◆ **TRY IT**
In the listing that follows, retype every line from the first through the one containing "context.font = font". Pictures are to be left out.

◆ **INFORMATION SUPPLIED**
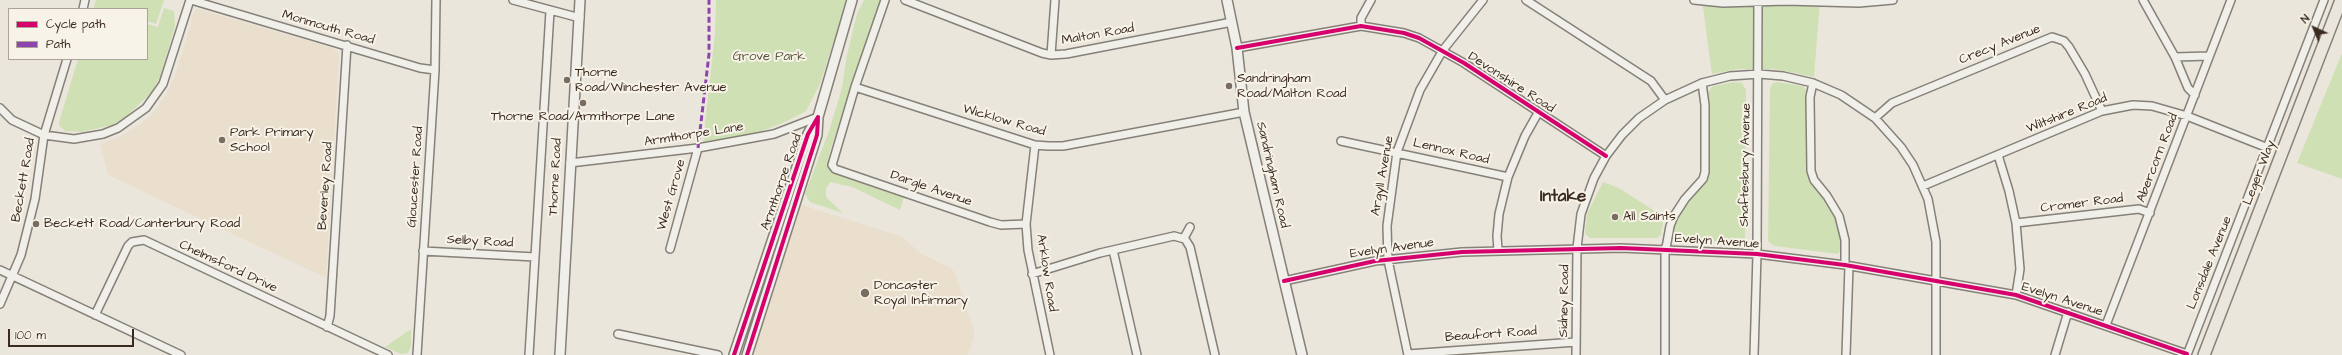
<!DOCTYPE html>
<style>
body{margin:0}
#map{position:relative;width:2342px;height:355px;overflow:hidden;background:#ebe6dc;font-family:"Architects Daughter",sans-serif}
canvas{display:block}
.legend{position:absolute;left:8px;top:8px;width:140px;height:52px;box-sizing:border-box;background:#f7f3e8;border:1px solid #aca397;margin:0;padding:5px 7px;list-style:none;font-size:12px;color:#3b2a1e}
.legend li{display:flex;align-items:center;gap:8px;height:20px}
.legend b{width:20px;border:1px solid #aca397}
.north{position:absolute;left:2294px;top:8px;width:40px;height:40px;-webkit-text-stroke:3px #f7f3e8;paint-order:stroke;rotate:316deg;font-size:11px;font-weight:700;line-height:16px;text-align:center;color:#3b2a1e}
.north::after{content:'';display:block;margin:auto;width:14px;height:18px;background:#3b2a1e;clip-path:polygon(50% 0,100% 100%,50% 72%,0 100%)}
.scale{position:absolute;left:8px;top:329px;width:126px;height:18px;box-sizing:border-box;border:2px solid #3b2a1e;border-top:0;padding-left:5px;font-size:12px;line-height:14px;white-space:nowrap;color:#3b2a1e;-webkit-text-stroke:3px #f7f3e8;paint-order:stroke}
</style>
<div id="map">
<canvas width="2342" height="355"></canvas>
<ul class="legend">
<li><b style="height:5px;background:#d6006c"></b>Cycle path</li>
<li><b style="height:5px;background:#8e44ad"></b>Path</li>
</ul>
<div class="north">N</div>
<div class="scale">100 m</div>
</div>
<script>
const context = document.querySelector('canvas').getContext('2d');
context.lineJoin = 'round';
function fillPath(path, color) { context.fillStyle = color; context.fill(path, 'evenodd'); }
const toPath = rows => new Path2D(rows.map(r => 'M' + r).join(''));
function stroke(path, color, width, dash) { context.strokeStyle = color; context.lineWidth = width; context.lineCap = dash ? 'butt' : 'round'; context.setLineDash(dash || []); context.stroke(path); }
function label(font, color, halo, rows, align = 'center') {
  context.font = font + ' "Architects Daughter",sans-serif'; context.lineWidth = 4; context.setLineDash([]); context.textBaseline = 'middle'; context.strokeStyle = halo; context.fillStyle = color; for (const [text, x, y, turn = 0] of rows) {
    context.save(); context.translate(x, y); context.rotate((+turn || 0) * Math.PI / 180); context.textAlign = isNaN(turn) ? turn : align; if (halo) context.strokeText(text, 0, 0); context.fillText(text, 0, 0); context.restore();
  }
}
const built = toPath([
 [198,9,333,48,339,54,326,278,108,175,100,144,121,136,139,125,153,113,166,95,175,75,195,10],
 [795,203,897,235,905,239,920,253,951,268,955,273,974,329,974,337,968,355,751,355]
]);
const green = toPath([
 [96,0,164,0,156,24,147,21,147,9,93,9],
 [716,0,847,0,820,84,806,111,783,123,751,135,703,143,715,33],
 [864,0,881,0,829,154,828,168,835,172,904,197,900,210,852,187,830,182,826,189,826,197,843,213,810,202,805,194,829,131,842,88,847,55,857,14],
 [1702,0,1820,0,1814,77,1774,69,1738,69,1712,74],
 [164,8,174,11,175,26,160,77,151,93,126,117,112,125,82,132,65,131,59,125,59,122,78,59,147,59,147,24,158,27],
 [2342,53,2342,179,2297,163],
 [1734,82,1742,83,1746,90,1745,239,1741,243,1675,239,1672,232,1679,211,1707,170,1708,92,1713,86],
 [1777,82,1803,86,1806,90,1807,171,1810,180,1833,212,1837,222,1843,246,1838,254,1774,246,1768,241,1770,88,1773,83],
 [1603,182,1619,188,1664,217,1661,235,1657,238,1590,238,1585,234,1587,214],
 [411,329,411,346,408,353,401,354,385,347]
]);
const minor = toPath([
 [191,0,420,68,435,70],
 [513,0,580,18],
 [885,0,855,87,832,165,835,169,990,222,1001,225,1026,224],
 [905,0,1042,53,1051,55,1066,54,1232,22],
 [1526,0,1651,81,1665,100],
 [1694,0,1723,3,1786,1,1859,3,1893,0],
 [2143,0,2175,57,2188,88,2195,95],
 [83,9,85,0],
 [1361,26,1361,18,1371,0],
 [1237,48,1361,26,1404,33,1419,38,1464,63,1606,156],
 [1051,55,1055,0],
 [2175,57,2209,56],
 [1813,83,1810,97,1811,171,1814,180,1827,196,1839,216,1845,240,1845,265],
 [855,87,1035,145,1048,146,1063,146,1244,112],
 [0,108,12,120,44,135,74,139,103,134,118,128,146,108,163,84,190,0],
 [1875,118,1892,103,2052,37,2064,41,2069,47,2085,74,2102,111],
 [1341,141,1508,177],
 [1035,145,1026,224,1028,250,1050,355],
 [1998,155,2009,191,2016,223,2020,269,2016,295],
 [570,163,698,148,774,134,818,117],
 [1923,186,2102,111,2133,105,2152,106,2187,116,2268,148],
 [2016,223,2139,209,2150,213],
 [1184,238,1190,227],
 [1666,248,1670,226,1674,216,1685,199,1703,179,1705,172,1705,105,1702,83],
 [670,249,698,148],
 [1113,250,1137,355],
 [1498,250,1497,236,1499,214,1508,177,1525,136,1538,113],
 [423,251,535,257],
 [0,270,181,355],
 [1032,274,1100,253,1174,236,1185,239,1190,247,1215,355],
 [1284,281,1375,261,1462,252,1621,248,1757,254,1845,265,2016,295,2187,354],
 [0,304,21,255,35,199,44,135,67,59],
 [95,315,128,246,132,242,144,240,388,355],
 [2106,325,2231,0],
 [327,327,330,316,347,45],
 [618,334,718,355],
 [1408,354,1576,342],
 [417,355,435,70,436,0],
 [529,355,550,11],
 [1408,355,1388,260,1387,226,1397,152,1420,90,1443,50,1483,0],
 [1576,355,1577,248,1581,214,1594,178,1606,156,1622,135,1639,118,1665,100,1702,83,1730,76,1759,74,1783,76,1813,83,1841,95,1875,118,1901,147,1913,165,1928,199,1936,242,1936,355],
 [1665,355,1665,248],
 [1754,355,1757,254,1758,0],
 [1846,355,1849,266],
 [2055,355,2068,312],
 [2187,355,2324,0]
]);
const tertiary = toPath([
 [1227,0,1237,48,1244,112,1302,355],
 [560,355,580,0],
 [734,355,808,134,817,118],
 [747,355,817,135,818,117,852,0]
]);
const trunk = toPath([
 [2204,355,2341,0]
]);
const quiet = toPath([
 [698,148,709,54,709,0]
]);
const cycleway = toPath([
 [1237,48,1361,26,1404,33,1419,38,1464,63,1606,156],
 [1284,281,1375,261,1462,252,1621,248,1757,254,1845,265,2016,295,2187,354],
 [734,355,808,134,818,117],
 [747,355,817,135,818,119]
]);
const markers = [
 [567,80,4,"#796c60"],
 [1229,86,4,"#796c60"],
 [583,103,4,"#796c60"],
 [222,140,4,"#796c60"],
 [1615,217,4,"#796c60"],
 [36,224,4,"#796c60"],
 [865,293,5,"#796c60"]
];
const streetNames = [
 ["Monmouth Road",328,28,16],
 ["Malton Road",1098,35,-10],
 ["Crecy Avenue",2000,45,-22],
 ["Devonshire Road",1511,83,33],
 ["Wiltshire Road",2067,114,-22],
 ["Wicklow Road",1004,121,16],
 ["Armthorpe Lane",694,135,-9],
 ["Lennox Road",1451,152,13],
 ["Abercorn Road",2158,158,-69],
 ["Shaftesbury Avenue",1746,165,-89],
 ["Leger Way",2260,173,-69],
 ["Sandringham Road",1272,175,77],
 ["Argyll Avenue",1383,176,-80],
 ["Gloucester Road",416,177,-86],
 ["Thorne Road",556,177,-87],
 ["Beckett Road",24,180,-80],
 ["Armthorpe Road",782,182,-71],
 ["Beverley Road",326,186,-86],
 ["Dargle Avenue",931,189,19],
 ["West Grove",672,195,-74],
 ["Cromer Road",2082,204,-7],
 ["Selby Road",480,242,3],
 ["Evelyn Avenue",1717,242,4],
 ["Evelyn Avenue",1392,249,-8],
 ["Lonsdale Avenue",2210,263,-68],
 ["Chelmsford Drive",228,267,25],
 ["Arklow Road",1046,273,81],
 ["Evelyn Avenue",2062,300,18],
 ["Sidney Road",1565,301,-89],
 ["Beaufort Road",1491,335,-4]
];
const parkNames = [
 ["Grove Park",769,57]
];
const poiNames = [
 ["Thorne",575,73],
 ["Road/Winchester Avenue",575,88],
 ["Sandringham",1237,79],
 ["Road/Malton Road",1237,94],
 ["Thorne Road/Armthorpe Lane",583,117,"center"],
 ["Park Primary",230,133],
 ["School",230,148],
 ["All Saints",1623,217],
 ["Beckett Road/Canterbury Road",44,224],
 ["Doncaster",874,286],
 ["Royal Infirmary",874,301]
];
const districtNames = [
 ["Intake",1563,197]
];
fillPath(built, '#eadfcd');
fillPath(green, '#d0e0b5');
stroke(minor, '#858078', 10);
stroke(tertiary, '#858078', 12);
stroke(trunk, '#858078', 14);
stroke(minor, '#f1efea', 7);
stroke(tertiary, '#f1efea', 9);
stroke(trunk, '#ebe6dd', 11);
stroke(quiet, '#8e44ad', 3, [6, 3]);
stroke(cycleway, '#d6006c', 4);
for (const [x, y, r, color] of markers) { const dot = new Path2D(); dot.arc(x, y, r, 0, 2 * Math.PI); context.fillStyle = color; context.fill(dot); stroke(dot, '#f7f3e8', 1.5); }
label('13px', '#3b2a1e', '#f7f3e8', streetNames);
label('13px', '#5a563c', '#f7f3e8', parkNames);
label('13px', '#3b2a1e', '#f7f3e8', poiNames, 'left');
label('bold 17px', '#3b2a1e', '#f7f3e8', districtNames);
</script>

◆ **WRITTEN ANSWER**
<!DOCTYPE html>
<style>
body{margin:0}
#map{position:relative;width:2342px;height:355px;overflow:hidden;background:#ebe6dc;font-family:"Architects Daughter",sans-serif}
canvas{display:block}
.legend{position:absolute;left:8px;top:8px;width:140px;height:52px;box-sizing:border-box;background:#f7f3e8;border:1px solid #aca397;margin:0;padding:5px 7px;list-style:none;font-size:12px;color:#3b2a1e}
.legend li{display:flex;align-items:center;gap:8px;height:20px}
.legend b{width:20px;border:1px solid #aca397}
.north{position:absolute;left:2294px;top:8px;width:40px;height:40px;-webkit-text-stroke:3px #f7f3e8;paint-order:stroke;rotate:316deg;font-size:11px;font-weight:700;line-height:16px;text-align:center;color:#3b2a1e}
.north::after{content:'';display:block;margin:auto;width:14px;height:18px;background:#3b2a1e;clip-path:polygon(50% 0,100% 100%,50% 72%,0 100%)}
.scale{position:absolute;left:8px;top:329px;width:126px;height:18px;box-sizing:border-box;border:2px solid #3b2a1e;border-top:0;padding-left:5px;font-size:12px;line-height:14px;white-space:nowrap;color:#3b2a1e;-webkit-text-stroke:3px #f7f3e8;paint-order:stroke}
</style>
<div id="map">
<canvas width="2342" height="355"></canvas>
<ul class="legend">
<li><b style="height:5px;background:#d6006c"></b>Cycle path</li>
<li><b style="height:5px;background:#8e44ad"></b>Path</li>
</ul>
<div class="north">N</div>
<div class="scale">100 m</div>
</div>
<script>
const context = document.querySelector('canvas').getContext('2d');
context.lineJoin = 'round';
function fillPath(path, color) { context.fillStyle = color; context.fill(path, 'evenodd'); }
const toPath = rows => new Path2D(rows.map(r => 'M' + r).join(''));
function stroke(path, color, width, dash) { context.strokeStyle = color; context.lineWidth = width; context.lineCap = dash ? 'butt' : 'round'; context.setLineDash(dash || []); context.stroke(path); }
function label(font, color, halo, rows, align = 'center') {
  context.font = font + ' "Architects Daughter",sans-serif'; context.lineWidth = 4; context.setLineDash([]); context.textBaseline = 'middle'; context.strokeStyle = halo; context.fillStyle = color; for (const [text, x, y, turn = 0] of rows) {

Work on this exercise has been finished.